This option defines whether an animation will play in all 4 Viewports (enabled) if you open the 4-panel view or if the animation will only play in the active Viewport (disabled).
If enabled, the corresponding parameters will be updated continuously in the Attribute Manager while the animation is playing.
This can help to prevent viewport slow-down when working with complex scenes.
This option defines whether or not changes made to materials in the Material Manager - e.g., if when the color slider is moved - should be displayed continuously (option enabled) in the Viewport or after the mouse button is released (option disabled).
The settings in this menu were moved from the Viewport Configuration menu to this location for Cinema 4D S22. These had primarily been located in the Display and View menus. These are now program preferences that apply for all Viewports.
Defines the size of the axes as well as the Axis, Scale and Rotation Bands.
This refers to the selection of the Axis or Scale tool for visible Bands with which you can move along planes. These can also be hidden.
Use this value to define the size of the virtual rotation circle. This is the (thin) circle that is shown when the Rotation tool is selected to freely rotate the object (see also Rotate).
If the Rotation tool is selected, the red, blue and green circular bands will be displayed in the Viewport, which you can use to rotate the planes accordingly. These can also be hidden. If they are hidden, spherical handles will be displayed on the axes, which can then be used to rotate them.
If the Rotation tool is selected, the red, blue and green circular bands will be displayed in the Viewport, which you can use to rotate the planes accordingly. How wide these bands are can be defined here.
Here you can define if the points of the selected object should also be displayed when in Use Edge mode.
When in Use Point or Use Edge mode, polygon and spline points can be displayed. These settings define the size of the selected or unselected points separately.
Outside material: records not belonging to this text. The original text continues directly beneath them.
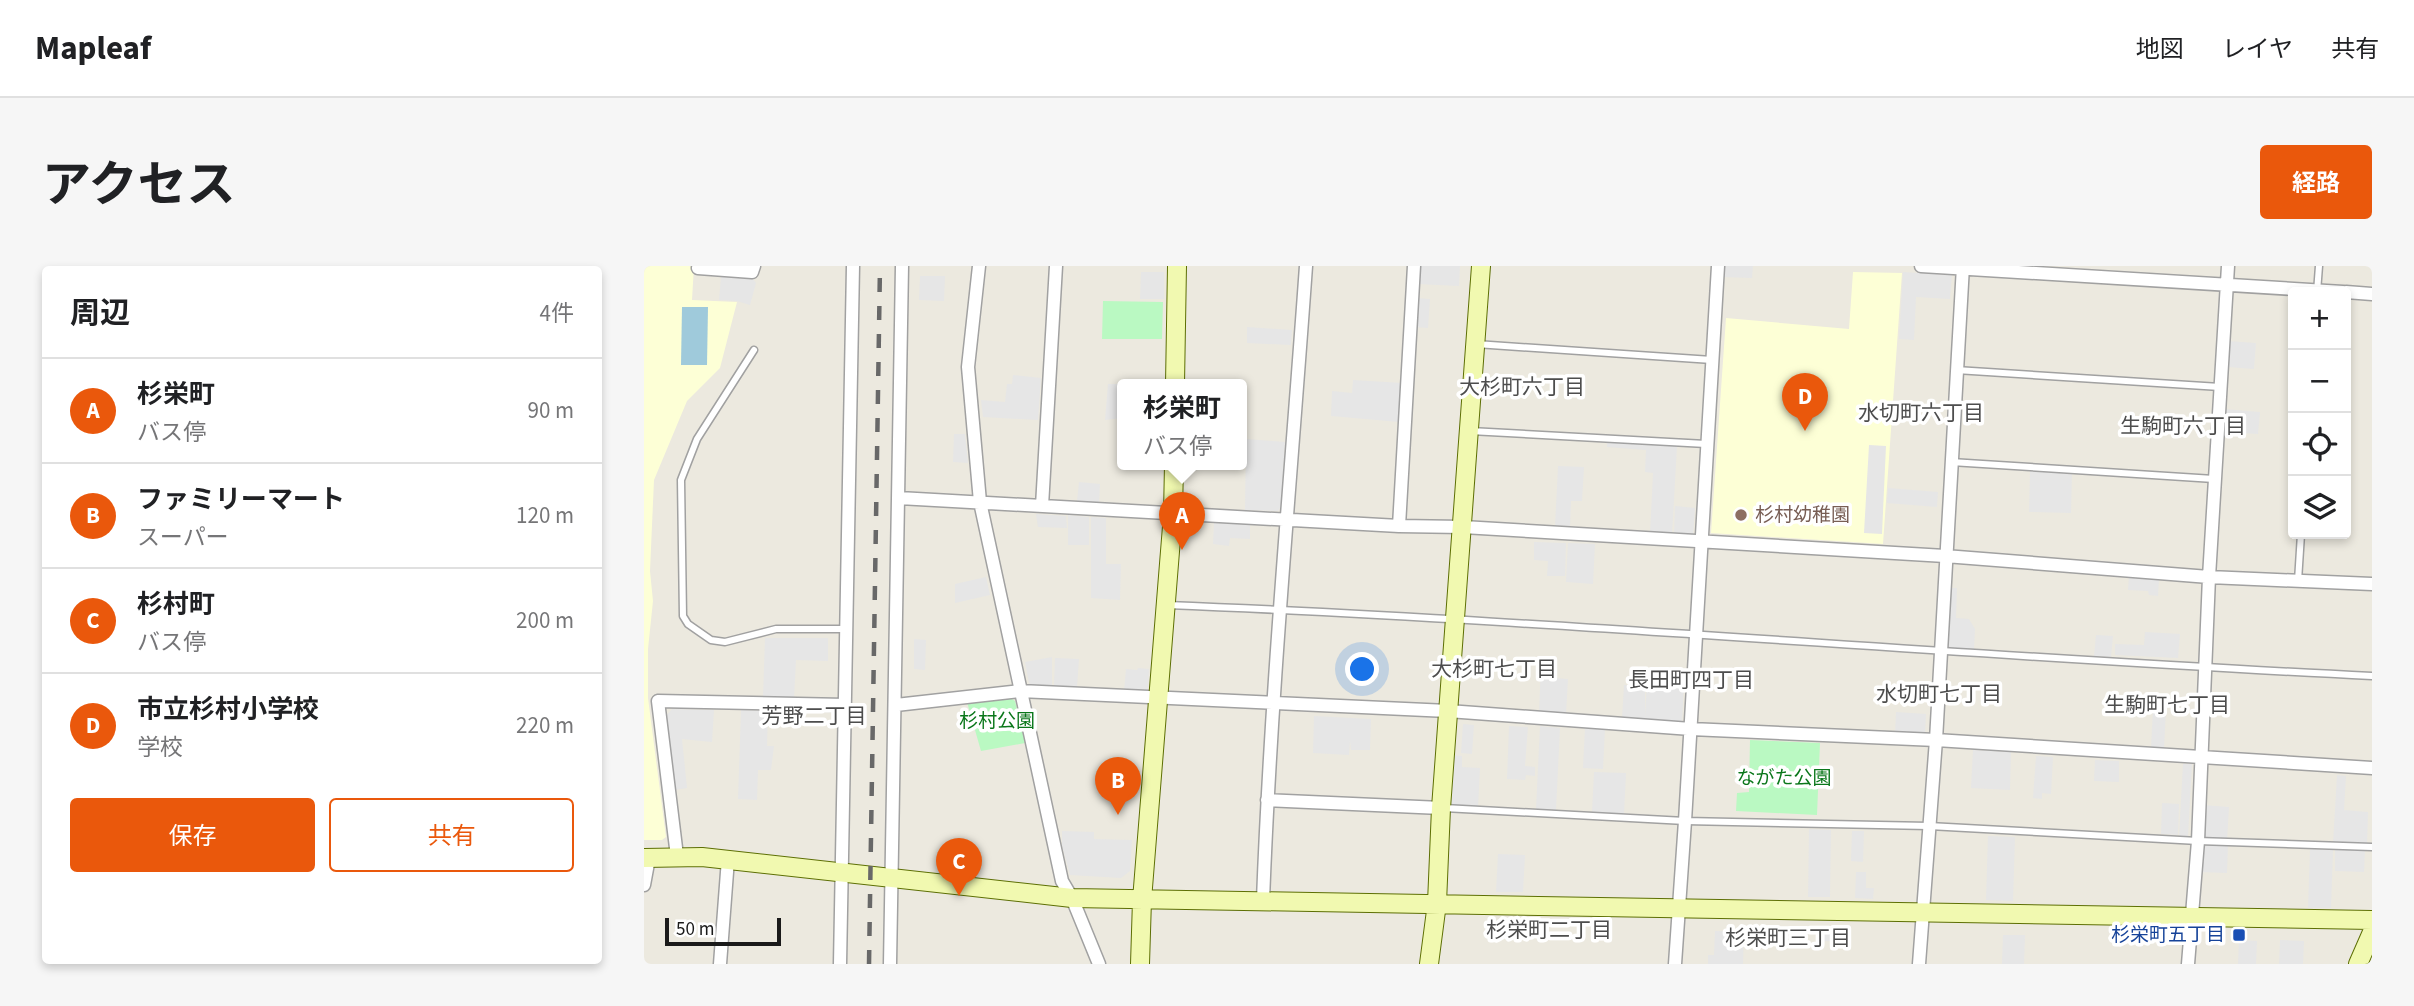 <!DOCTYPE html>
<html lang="ja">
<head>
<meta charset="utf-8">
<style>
  body { margin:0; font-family:"Source Sans 3","Noto Sans JP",sans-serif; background:#f6f6f6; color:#202124 }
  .controls { position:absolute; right:21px; top:21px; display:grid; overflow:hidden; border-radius:7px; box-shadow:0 4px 10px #0003 }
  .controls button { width:63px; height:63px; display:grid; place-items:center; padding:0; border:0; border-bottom:2px solid #e0e0e0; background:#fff; color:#202124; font:35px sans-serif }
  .scale { position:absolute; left:21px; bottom:18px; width:116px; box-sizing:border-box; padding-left:7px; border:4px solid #1a1a1a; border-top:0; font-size:19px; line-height:24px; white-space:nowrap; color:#1a1a1a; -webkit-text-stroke:5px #fff; paint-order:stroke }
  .you { position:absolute; left:719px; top:404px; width:24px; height:24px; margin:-18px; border:5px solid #fff; border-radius:50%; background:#1a73e8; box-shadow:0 0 0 10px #1a73e833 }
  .badge { display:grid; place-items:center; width:46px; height:46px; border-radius:50%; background:#ea580c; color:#fff; font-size:23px; font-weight:700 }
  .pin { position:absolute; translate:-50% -58px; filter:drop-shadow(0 2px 4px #0008) }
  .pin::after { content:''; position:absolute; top:37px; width:24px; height:21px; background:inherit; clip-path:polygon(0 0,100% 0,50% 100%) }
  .popup { position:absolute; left:473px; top:113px; width:130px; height:91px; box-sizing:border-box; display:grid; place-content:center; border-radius:7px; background:#fff; filter:drop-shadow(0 2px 5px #0005); font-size:23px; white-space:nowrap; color:#757577 }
  .popup b { font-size:26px; color:#202124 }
  .popup::after { content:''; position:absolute; left:50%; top:100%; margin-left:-14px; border:14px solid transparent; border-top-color:#fff }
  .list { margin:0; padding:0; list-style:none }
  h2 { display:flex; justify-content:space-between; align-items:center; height:91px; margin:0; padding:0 28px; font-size:30px }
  h2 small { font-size:23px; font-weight:400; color:#757577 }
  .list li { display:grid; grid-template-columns:46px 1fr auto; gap:21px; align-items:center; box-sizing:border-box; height:105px; padding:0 28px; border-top:2px solid #e0e0e0 }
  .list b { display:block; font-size:26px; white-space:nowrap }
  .list p { margin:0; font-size:23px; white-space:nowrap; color:#757577 }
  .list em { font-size:23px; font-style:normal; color:#757577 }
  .actions { display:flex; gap:14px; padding:21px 28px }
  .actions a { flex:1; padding:16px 0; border:2px solid #ea580c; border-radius:7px; text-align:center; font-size:24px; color:#ea580c }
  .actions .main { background:#ea580c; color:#fff }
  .icon { flex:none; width:38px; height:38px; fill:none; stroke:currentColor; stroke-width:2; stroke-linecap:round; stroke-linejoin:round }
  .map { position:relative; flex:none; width:1728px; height:698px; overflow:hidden; border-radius:7px }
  header { display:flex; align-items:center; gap:42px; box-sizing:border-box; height:98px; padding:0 35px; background:#fff; border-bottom:2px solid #e0e0e0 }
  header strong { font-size:33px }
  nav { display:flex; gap:38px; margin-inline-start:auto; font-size:24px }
  .intro { display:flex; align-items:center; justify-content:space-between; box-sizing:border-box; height:168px; padding:0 42px }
  h1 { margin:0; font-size:49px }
  .button { padding:18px 32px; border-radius:7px; background:#ea580c; color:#fff; font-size:24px; font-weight:700 }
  main { display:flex; gap:42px; padding:0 42px }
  aside { flex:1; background:#fff; border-radius:7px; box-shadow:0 4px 10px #0003 }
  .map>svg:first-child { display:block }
  .education { fill:#fdffd6 }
  .park { fill:#baf9c2 }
  .parking { fill:#e6e6e6 }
  .water { fill:#9fcadb }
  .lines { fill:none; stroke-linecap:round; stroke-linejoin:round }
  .lane-casing { stroke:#a1a1a1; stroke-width:9 }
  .street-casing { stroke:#a1a1a1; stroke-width:15 }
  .secondary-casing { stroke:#5d6f04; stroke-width:20 }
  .lane { stroke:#fff; stroke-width:6 }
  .street { stroke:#fff; stroke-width:12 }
  .secondary { stroke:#f1f9b0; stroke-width:18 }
  .rail { stroke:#686868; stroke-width:4.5; stroke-dasharray:14 14; stroke-linecap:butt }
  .education-dot { fill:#8d6e63; stroke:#fff; stroke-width:2.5 }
  .transit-dot { fill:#1a4fb4; stroke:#fff; stroke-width:2.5 }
  .labels { text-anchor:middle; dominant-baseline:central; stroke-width:7; stroke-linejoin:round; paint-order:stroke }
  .education-label { font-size:19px; fill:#785e54; stroke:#fff; text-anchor:start }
  .park-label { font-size:19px; fill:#0a771a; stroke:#fff }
  .transit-label { font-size:19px; fill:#164399; stroke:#fff; text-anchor:end }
  .neighbourhood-label { font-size:21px; fill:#4d4d4d; stroke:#fff }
</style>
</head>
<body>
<header>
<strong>Mapleaf</strong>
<nav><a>地図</a><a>レイヤ</a><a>共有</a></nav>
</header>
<div class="intro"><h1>アクセス</h1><a class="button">経路</a></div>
<main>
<aside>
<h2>周辺<small>4件</small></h2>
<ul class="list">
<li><span class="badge">A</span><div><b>杉栄町</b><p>バス停</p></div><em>90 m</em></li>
<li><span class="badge">B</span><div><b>ファミリーマート</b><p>スーパー</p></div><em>120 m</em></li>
<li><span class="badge">C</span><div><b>杉村町</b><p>バス停</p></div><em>200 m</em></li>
<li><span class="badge">D</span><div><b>市立杉村小学校</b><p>学校</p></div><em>220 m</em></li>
</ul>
<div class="actions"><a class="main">保存</a><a>共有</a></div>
</aside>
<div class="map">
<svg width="1728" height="698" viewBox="0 0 1728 698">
  <rect width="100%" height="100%" fill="#ece9df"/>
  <path class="education" d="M0 0H50L48 34 93 36 76 102 43 135 10 214 6 305 9 335 4 383V432L22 571 18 574H0Z
    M1209 6 1258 7 1239 278 1067 267 1082 52 1205 63Z"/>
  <path class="park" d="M459 35 519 36 518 73H458Z
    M365 431 371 435 381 477 337 485 323 436Z
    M1106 474 1176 477 1173 549 1092 545 1093 527 1105 526Z"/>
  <path class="parking" d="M774 0H816L815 20 773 18Z
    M1077 0H1109L1108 12 1077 11Z
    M497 6H520V33H496Z
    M1259 6 1308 9 1306 33 1272 31 1270 74 1255 73Z
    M77 10 109 13 112 17 106 39 93 35 75 34Z
    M276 10H301L300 35 275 34Z
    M772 32 786 33 784 62 770 61Z
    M603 61 648 64 647 79 603 77Z
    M1584 75 1612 77 1610 103 1583 101Z
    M369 109 397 112 394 154 339 151 337 134 361 136 363 118H368Z
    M709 114 758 117 755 156 687 150 688 125 708 127Z
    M464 118H478V152L461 154Z
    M1580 143 1616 146 1614 168 1579 166Z
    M310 168H321L324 197 309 196Z
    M602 173 641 176 637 241 634 245 601 244Z
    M963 176 1033 180 1028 269 1006 268 1009 207 1001 206 1002 184 963 181Z
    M1225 179 1242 180 1238 268 1220 267Z
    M914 200 940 201 938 235H927L926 262 911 261Z
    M1386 205 1428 206 1427 247 1385 246Z
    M435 216 456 218 455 237 433 235Z
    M1244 222 1294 226 1293 241 1243 237Z
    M1031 240 1051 242 1049 271 1030 270Z
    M392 248 422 250 423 262 394 261Z
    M424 249 445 251V279H424Z
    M447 251 462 252V298H477L476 334 447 332Z
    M570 257 606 258V273L586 272 585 280 569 278Z
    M890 276 922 277 921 310H903L904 295 890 294Z
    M924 277 951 278 949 318 922 316Z
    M1485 310 1515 313 1514 330 1505 329 1504 325 1484 324Z
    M342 311 346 329 311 337V318Z
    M1301 322H1313L1312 352 1325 353 1331 363 1330 383 1298 382Z
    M1501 366 1536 368 1534 392 1471 389V378L1500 379Z
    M1452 369 1469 370 1467 391 1450 390Z
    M121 372H184V395L152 394 150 432 119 431Z
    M270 373 282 374 281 404 270 403Z
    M408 391V421H389L385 417 381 396Z
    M411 392 435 393 433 421 410 420Z
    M897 397H911L910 412 924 413 922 448 895 447Z
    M494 402 505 403 504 422 499 426 480 425 482 403 493 404Z
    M1003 415 1040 417 1038 456 978 452 980 419 1001 420V451Z
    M1509 442 1522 443 1520 483H1507Z
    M28 443 70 444 68 476 38 473 43 522 30 524 21 451Z
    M97 444 124 445 123 480H130L127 504H114L113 534 94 533Z
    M1252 446 1282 448 1281 468 1251 469Z
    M670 450 727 453 726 484H707L706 475 705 489 669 487Z
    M819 458 830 459 828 488 817 487Z
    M865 460 884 461 881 500 891 501V510L882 509 881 514 863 513Z
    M896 460 916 462 912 544 892 543Z
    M941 462 961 463 959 503 939 502Z
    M1329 484 1367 486 1366 524 1327 522Z
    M807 489 818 490V501L836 502 834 541 805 540Z
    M1392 490 1409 491 1407 528 1398 527V533L1389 532Z
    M1451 494 1475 495V516L1450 515Z
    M1539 498H1548L1544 570H1535Z
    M950 506 982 507 980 548 948 546Z
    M1693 509 1702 510 1700 544 1724 546 1723 579 1689 578Z
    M1518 537 1535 538 1534 569 1517 568Z
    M1558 539 1585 541 1583 575 1557 573Z
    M1165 563 1187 564 1186 631H1164Z
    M418 565 450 566V573L488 574 486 605 477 612 426 609 418 580Z
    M1208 565H1220L1219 596 1207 595Z
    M1344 570 1371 571 1369 635 1342 634Z
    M1555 579 1584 580 1583 607 1554 606Z
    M1666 583 1689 584 1687 642H1664Z
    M1691 584H1721L1720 606 1691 605Z
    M854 588 881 589 879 626H852Z
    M1212 606H1222V622H1230L1229 633 1211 632Z
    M1179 664H1206V676L1178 675Z
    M1071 665 1100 666 1099 698H1064V689H1070Z
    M1359 669H1381L1380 698H1358Z
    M1595 674 1613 675 1612 698H1594Z
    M1636 674 1660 675 1659 698H1635Z"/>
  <path class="water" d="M38 41H64L63 99H37Z"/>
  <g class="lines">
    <g class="lane-casing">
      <path id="lane" d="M1673 26 1675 0
        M832 78 1068 94
        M110 84 53 173 37 214 39 350 44 358 67 374 81 376 132 363H202
        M1312 104 1576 121
        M826 165 1062 178
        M1307 196 1570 213
        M1654 315 1657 268
        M523 339C925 355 1326 391 1728 410
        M800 542 1041 555 1285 560 1554 575 1728 581"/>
    </g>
    <g class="street-casing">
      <path id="street" d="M55 0 54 2 108 6 110 0
        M335 0 324 101 336 236 418 615 428 632 455 698
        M1277 0 1699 26
        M1702 26 1728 28
        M255 232 755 260 819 261 1301 290 1565 311 1728 318
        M398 240 412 0
        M755 260 770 0
        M252 439 376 425 804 445 1047 463 1292 474 1728 502
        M623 534 797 542
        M33 590 14 435 201 439
        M0 619 5 592
        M619 634C627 423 647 211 662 0
        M76 698 84 593
        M196 698 209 0
        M246 698 258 0
        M1031 698 1041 555 1074 0
        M1275 698 1292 474 1319 0
        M1544 698 1554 575 1565 311 1584 0"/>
    </g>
    <g class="secondary-casing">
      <path id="secondary" d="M531 118 533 0
        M0 592 58 591 428 632 1728 654
        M496 698 498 634 529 248 530 198
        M785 698 793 637 797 542 837 0
        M1714 698 1728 666"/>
    </g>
    <use href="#lane" class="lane"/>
    <use href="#street" class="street"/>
    <use href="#secondary" class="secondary"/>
    <path class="rail" d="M225 698 236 0"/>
  </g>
  <circle class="education-dot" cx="1097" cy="249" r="7"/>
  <rect class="transit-dot" x="1588" y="662" width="14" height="14" rx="3.5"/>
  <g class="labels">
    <g class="education-label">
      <text x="1111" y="249">杉村幼稚園</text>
    </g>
    <g class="park-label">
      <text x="353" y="455">杉村公園</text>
      <text x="1140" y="512">ながた公園</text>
    </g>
    <g class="transit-label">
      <text x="1581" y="669">杉栄町五丁目</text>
    </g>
    <g class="neighbourhood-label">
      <text x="878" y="121">大杉町六丁目</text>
      <text x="1277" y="147">水切町六丁目</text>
      <text x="1539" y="160">生駒町六丁目</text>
      <text x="850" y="403">大杉町七丁目</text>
      <text x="1047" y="414">長田町四丁目</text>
      <text x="1295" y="428">水切町七丁目</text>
      <text x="1523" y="439">生駒町七丁目</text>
      <text x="170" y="450">芳野二丁目</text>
      <text x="905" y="664">杉栄町二丁目</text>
      <text x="1144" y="672">杉栄町三丁目</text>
    </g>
  </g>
</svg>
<div class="controls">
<button>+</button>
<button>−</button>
<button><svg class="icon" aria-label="locate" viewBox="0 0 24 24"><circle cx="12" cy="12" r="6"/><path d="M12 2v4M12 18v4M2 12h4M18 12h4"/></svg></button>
<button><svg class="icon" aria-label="layers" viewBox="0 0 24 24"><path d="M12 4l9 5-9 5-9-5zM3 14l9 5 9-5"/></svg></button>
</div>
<div class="scale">50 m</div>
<div class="you"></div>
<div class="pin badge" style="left:538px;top:284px">A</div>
<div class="popup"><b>杉栄町</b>バス停</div>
<div class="pin badge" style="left:474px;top:549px">B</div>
<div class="pin badge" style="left:315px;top:630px">C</div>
<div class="pin badge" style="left:1161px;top:165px">D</div>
</div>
</main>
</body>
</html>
When in Use Edge mode, object edges are displayed with the thickness defined here. This can be defined separately for selected and unselected edges.
Here you can define the thickness with which the splines will be displayed (is not supported by MacOS).
Defines the length of the polygon and vertex Normals.
By default, a small axis icon is displayed at the bottom left of the Viewport. You can display this in all for Viewports or not at all.
Axis Type defines which axis should be displayed: Object or World Axis. This serves orientation purposes, e.g., if the World Grid is turned off.
This defines the scale of the axis.
Axis Text defines if the axis name (X, Y or Z) should be displayed.
Here the grayscale gradient shown in the Viewport can be switched to a single-color surface.
Selected objects can be displayed with a colored outline (the thickness of which can be adjusted using the Outline Size setting). The Child objects of a selected object will be assigned a slightly thinner outline. This option enables or disables the display of these outlines.
Here you can define the thickness of the outline (and of this one: Object Highlighting).
If the Outlines option is disabled, the selected objects will be assigned a bounding box if this option is enabled. If the Include Children option is enabled, bounding boxes will also be assigned to all Child objects.
Enable this option if a selected object should be displayed including its wireframe. If the Include Children option is enabled, this will also be done for all Child objects.
These values specify the ratio of a pixel’s on-screen width to its on-screen height. the monitor aspect for most monitors is 1:1.
However, some display media use a pixel ratio other than 1:1. This will lead to distortion unless the pixel ratio is adjusted accordingly.
For example, circles will appear to be ellipses. To calculate the pixel ratio manually, expand the editor window to fill the entire screen. Select the side view and create a cube. Measure the width and height of the cube with a ruler and enter the value into the value field.
Here the display of colors, shaders, etc can be turned on or off in the Viewport in consideration of the linear workflow.
In the following you will find information regarding Color Management.
Define the ICC hardware profile for your display hardware (most often a monitor) here. Everything that Cinema 4D displays on your monitor - Viewport, color selector, rendered images in the Picture Viewer, etc. - will be displayed using this color profile (the same settings can be found in the Image Color Profile settings when saving rendered images).
ICC profiles can be obtained from hardware manufacturers. These values can also be incorrect due to variations in the manufacturing process. If you want to make 100% sure you have the correct color profile you must calibrate the device yourself using the appropriate calibration device.
In most cases you will not have to modify these settings because your computer’s operating system will use its default monitor profile. However, this automatic calibration can be (or become) faulty. In such cases you can adjust the profile manually.
Clicking on the button at the right will make a selection menu available with the following options:
Cinema 4D will ignore the monitor’s color profile and use uncorrected RGB values for display.
This command does not save the monitor profile to the Preferences but loads them from the computer’s operating system each time the application is started.
Here you can manually load an ICC profile (if you have calibrated your monitor
you will be given an ICC color profile file that can be loaded here but which will normally be supplied by your operating system automatically). If an image or a video with an integrated profile is loaded here, this image or video will be used.
Saves the current ICC profile as a file.
The operating system’s current monitor profile will be read (when command is selected) and saved to the Preferences.
An sRGB profile (which should always be used if no other profile has been specified) or a Linear profile can be defined.